On two occasions, however, she did witness the docile whale act aggressively. Once, he snapped at the park’s veterinarian. The second time, he took a swipe at the park’s owner, Galindo says. No one was hurt in either incident.
Keiko was also the only killer whale at Reino Aventura, so a number of bottlenose dolphins were passed through his tank in an effort to keep him company. And though in the dolphin family, orcas would never associate with bottlenoses in the wild. Given the isolation of captivity, however, they can form deep and lasting bonds with these smaller cetaceans.
There was a female dolphin named Lulu, for example, who was much more of a troublemaker than the gentle giant Keiko. “When people got in the pool, she would sometimes herd them into the middle and wouldn’t let them out,” Galindo says. “She’d roughhouse them until they were super frightened.”
Lulu’s male companion, a dolphin named Silver, was also very close with Keiko, Galindo says. “But he was sick, and he died.” When Silver fell ill, she recalls, the orca’s behavior toward his ailing friend was powerful evidence to suggest that these animals are extraordinarily social and compassionate.

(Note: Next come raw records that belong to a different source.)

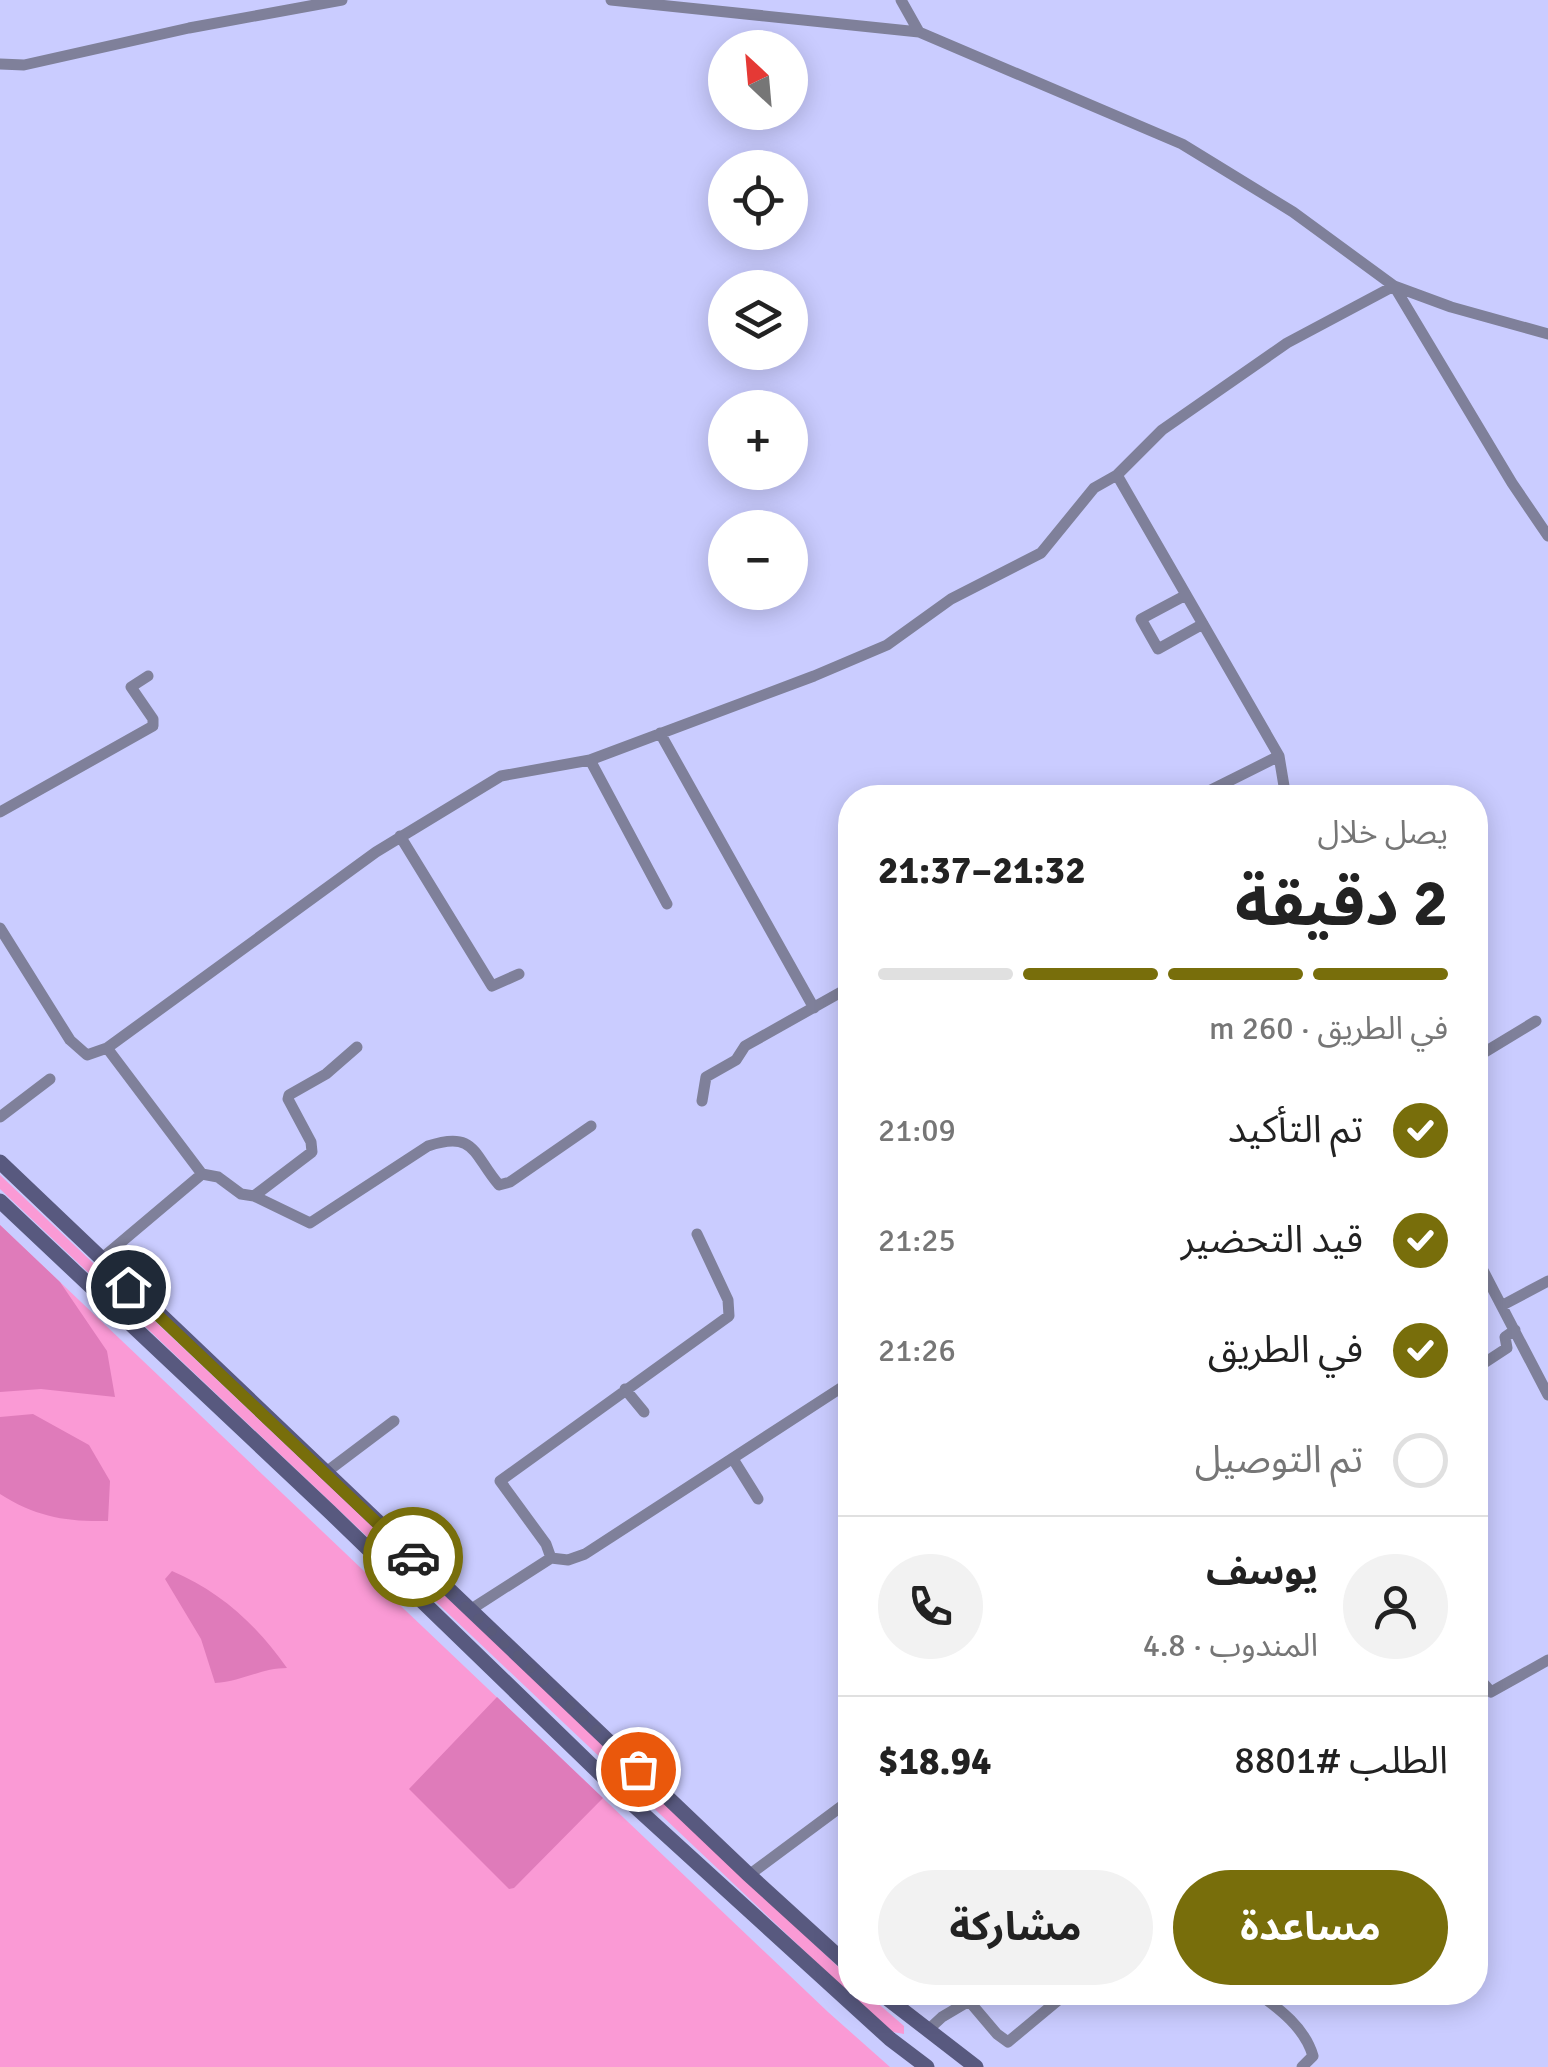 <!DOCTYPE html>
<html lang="ar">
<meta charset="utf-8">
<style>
:root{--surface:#fff;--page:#f2f2f2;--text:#222;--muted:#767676;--line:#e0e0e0;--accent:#786e0b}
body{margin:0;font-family:Signika,"Noto Sans Arabic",sans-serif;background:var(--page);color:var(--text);direction:rtl;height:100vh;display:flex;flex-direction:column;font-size:38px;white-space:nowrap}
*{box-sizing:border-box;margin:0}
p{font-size:32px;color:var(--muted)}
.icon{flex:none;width:55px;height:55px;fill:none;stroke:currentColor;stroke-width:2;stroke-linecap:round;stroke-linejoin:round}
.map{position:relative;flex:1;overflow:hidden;direction:ltr}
.panel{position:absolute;left:838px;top:785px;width:650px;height:1220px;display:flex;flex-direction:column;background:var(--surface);border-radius:40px;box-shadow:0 5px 25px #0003;direction:rtl}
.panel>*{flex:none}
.needle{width:65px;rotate:334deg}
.controls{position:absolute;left:708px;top:30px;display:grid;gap:20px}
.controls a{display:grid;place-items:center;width:100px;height:100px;border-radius:50%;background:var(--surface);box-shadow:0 5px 25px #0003;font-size:50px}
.pin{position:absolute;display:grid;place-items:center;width:85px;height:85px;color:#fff;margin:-42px;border:5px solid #fff;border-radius:50%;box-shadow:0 2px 10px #0007}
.courier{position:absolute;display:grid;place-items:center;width:100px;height:100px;margin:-50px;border:8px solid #786e0b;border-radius:50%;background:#fff;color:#222;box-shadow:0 2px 12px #0007}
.summary em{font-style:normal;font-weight:700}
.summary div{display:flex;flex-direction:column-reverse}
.summary{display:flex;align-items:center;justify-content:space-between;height:170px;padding:0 40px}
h1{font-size:65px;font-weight:700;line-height:75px}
.bar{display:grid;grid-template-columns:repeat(4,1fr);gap:15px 10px;align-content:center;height:120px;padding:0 40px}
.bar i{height:12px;border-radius:8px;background:var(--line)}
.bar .active{background:var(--accent)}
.bar p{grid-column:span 4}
.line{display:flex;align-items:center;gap:25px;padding:0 40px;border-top:2px solid var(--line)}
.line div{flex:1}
.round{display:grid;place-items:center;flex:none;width:105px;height:105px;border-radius:52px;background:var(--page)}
ol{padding:0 40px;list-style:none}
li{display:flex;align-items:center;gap:30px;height:110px}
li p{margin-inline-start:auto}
li .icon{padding:10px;border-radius:50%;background:var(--accent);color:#fff;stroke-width:4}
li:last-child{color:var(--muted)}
li i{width:55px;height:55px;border:5px solid var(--line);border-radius:50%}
.button{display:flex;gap:20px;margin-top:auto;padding:20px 40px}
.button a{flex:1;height:115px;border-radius:60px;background:var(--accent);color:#fff;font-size:40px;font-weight:700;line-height:115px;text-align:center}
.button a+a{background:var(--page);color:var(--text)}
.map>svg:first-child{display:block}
.green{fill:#fa9ad5}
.forest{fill:#df7bba}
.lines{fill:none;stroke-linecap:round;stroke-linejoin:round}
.street{stroke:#7f809a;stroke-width:11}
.secondary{stroke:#58597f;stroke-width:15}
.done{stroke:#595a7b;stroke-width:10;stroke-dasharray:0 18}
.route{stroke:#786e0b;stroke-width:12}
</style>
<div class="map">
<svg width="1548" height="2067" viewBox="0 0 1548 2067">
<rect width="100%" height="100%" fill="#caccff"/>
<!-- green -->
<path class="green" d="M0,1175L850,1978V1992L866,1993L904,2026V2034L893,2032L831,1976L0,1189Z
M0,1225L828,2012L890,2067H0Z"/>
<!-- forest -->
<path class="forest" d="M0,1225L60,1282L107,1351L115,1397L41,1389L0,1392Z
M33,1414L89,1445L110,1481L108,1521C67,1522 36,1517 0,1494V1417Z
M172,1571C220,1591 258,1626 287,1668C261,1668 241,1682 215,1683L201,1639L165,1579Z
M497,1697L603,1798L514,1888L509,1889L409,1789Z"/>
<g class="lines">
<!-- street -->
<path class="street" d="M611,0L919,32L1182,144L1293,212L1394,286L1451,307L1548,334
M901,0L919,32
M0,64L24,65L189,28L342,0
M1117,475L1279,756L1286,798
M1186,595L1141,619L1158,649L1203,624
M660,733L814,1008
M590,760L667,904
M1195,798L1279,756
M0,812L153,726V719L131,687L148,676
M400,836L492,986L519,974
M0,928L70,1040L87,1055L107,1048L376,852L501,776L590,760L814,676L887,645L951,599L1041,553L1094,488L1117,475L1162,430L1287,343L1394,286L1512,483L1548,536
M1475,1058L1536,1021
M702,1101L706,1077L736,1060L745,1046L850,987
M0,1117L50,1079
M202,1174L218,1177L241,1194L254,1196L310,1223L428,1146C476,1130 473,1155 499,1185L510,1182L591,1126
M254,1196L312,1152L311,1142L288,1099L289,1095L326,1074L357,1047
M1475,1255L1548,1395
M100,1260L202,1174L107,1048
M1503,1305L1548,1281
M1475,1369L1507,1348L1505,1337L1515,1330
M625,1389L644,1412
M733,1459L758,1499
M325,1473L394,1421
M551,1558L568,1560L585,1554L850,1382
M470,1610L551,1558L546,1544L500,1481L729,1316L728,1300L697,1234
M1475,1674L1491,1692L1548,1660
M749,1875L850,1800
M1256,1992C1280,2009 1305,2028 1313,2056L1302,2067
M928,2030L942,2017L969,2001L997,2034L1008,2042L1068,1992"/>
<!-- secondary -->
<path class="secondary" d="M0,1162L749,1875L850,1967
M0,1201L330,1512L619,1792L890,2039L927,2067
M879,1992L976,2067"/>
</g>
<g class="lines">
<!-- done -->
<path class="done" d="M413,1557L638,1769"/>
<!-- route -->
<path class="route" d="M128,1287L413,1557"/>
</g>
</svg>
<div class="controls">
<a><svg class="needle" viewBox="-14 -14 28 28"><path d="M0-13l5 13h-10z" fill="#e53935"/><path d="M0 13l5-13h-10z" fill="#767676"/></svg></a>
<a><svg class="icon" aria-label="locate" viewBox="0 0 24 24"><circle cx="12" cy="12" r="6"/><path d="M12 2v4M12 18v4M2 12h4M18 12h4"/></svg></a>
<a><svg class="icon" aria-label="layers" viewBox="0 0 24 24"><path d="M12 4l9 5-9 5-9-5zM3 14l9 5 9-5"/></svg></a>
<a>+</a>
<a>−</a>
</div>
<div class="pin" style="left:638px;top:1769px;background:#ea580c"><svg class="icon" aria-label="bag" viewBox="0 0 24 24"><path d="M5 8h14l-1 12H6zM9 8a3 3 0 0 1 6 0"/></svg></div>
<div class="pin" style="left:128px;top:1287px;background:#1f2937"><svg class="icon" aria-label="home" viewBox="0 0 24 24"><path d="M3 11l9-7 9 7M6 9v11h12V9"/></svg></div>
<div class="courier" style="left:413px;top:1557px"><svg class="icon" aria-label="car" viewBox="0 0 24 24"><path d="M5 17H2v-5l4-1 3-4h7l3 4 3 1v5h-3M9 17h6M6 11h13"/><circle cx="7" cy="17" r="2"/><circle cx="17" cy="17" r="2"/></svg></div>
<section class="panel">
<div class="summary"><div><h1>2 دقيقة</h1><p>يصل خلال</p></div><em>21:32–21:37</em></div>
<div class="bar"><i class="active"></i><i class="active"></i><i class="active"></i><i></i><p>في الطريق · 260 m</p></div>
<ol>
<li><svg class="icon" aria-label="check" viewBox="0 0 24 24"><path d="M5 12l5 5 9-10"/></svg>تم التأكيد<p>21:09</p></li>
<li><svg class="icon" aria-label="check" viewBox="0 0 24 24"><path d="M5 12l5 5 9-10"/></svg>قيد التحضير<p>21:25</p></li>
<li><svg class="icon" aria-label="check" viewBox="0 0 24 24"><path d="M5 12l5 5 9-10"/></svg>في الطريق<p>21:26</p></li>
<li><i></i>تم التوصيل</li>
</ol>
<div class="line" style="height:180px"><a class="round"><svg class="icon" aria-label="person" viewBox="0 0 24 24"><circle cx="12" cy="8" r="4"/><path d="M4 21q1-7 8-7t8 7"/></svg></a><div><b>يوسف</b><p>المندوب · 4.8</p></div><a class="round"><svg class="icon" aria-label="phone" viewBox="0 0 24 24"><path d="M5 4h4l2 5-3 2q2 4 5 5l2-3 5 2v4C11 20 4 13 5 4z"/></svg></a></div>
<div class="line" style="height:130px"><div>الطلب #8801</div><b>$18.94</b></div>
<div class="button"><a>مساعدة</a><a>مشاركة</a></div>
</section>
</div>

“They were really good friends,” she says. “Keiko carried him around even before he died, to help keep him afloat,” Galinda told me by phone last week. After Silver died, “Keiko still carried him on his back and would not get into his holding cell to let the trainers retrieve the body. It was so sad. Keiko wept for his friend. His vocalizations were heartwrenching.”
Galindo couldn’t take it anymore. After a few years working at Reino Aventura, she quit. “I was sick and tired of seeing animals suffer,” she says. “Plus, the park wanted to use us girl trainers for some stupid, ridiculous water ballet show routine. I was hired as a trainer, not as a clown.”
Today, Galindo’s opposition to captivity is unwavering, just like that of the four former trainers in Death at SeaWorld. Also like those four, she feels that, “having worked with captive animals, I am able to really educate people on the proper way of admiring them,” which is out on the ocean.
Her condemnation of the industry that brought us Keiko is severe. “These marine parks are nothing more than whorehouses, with the small difference that women who work at a whorehouse know what they are doing, and in most cases choose to work there.”
But captive marine mammals “don’t have a choice and are not asked,” she says.
The way I see it, Keiko was one of the lucky few captive cetaceans ever given a choice. He did not have to leave the security of his Icelandic sanctuary; he elected to. And that’s far more “choice” than most captive orcas have ever been given.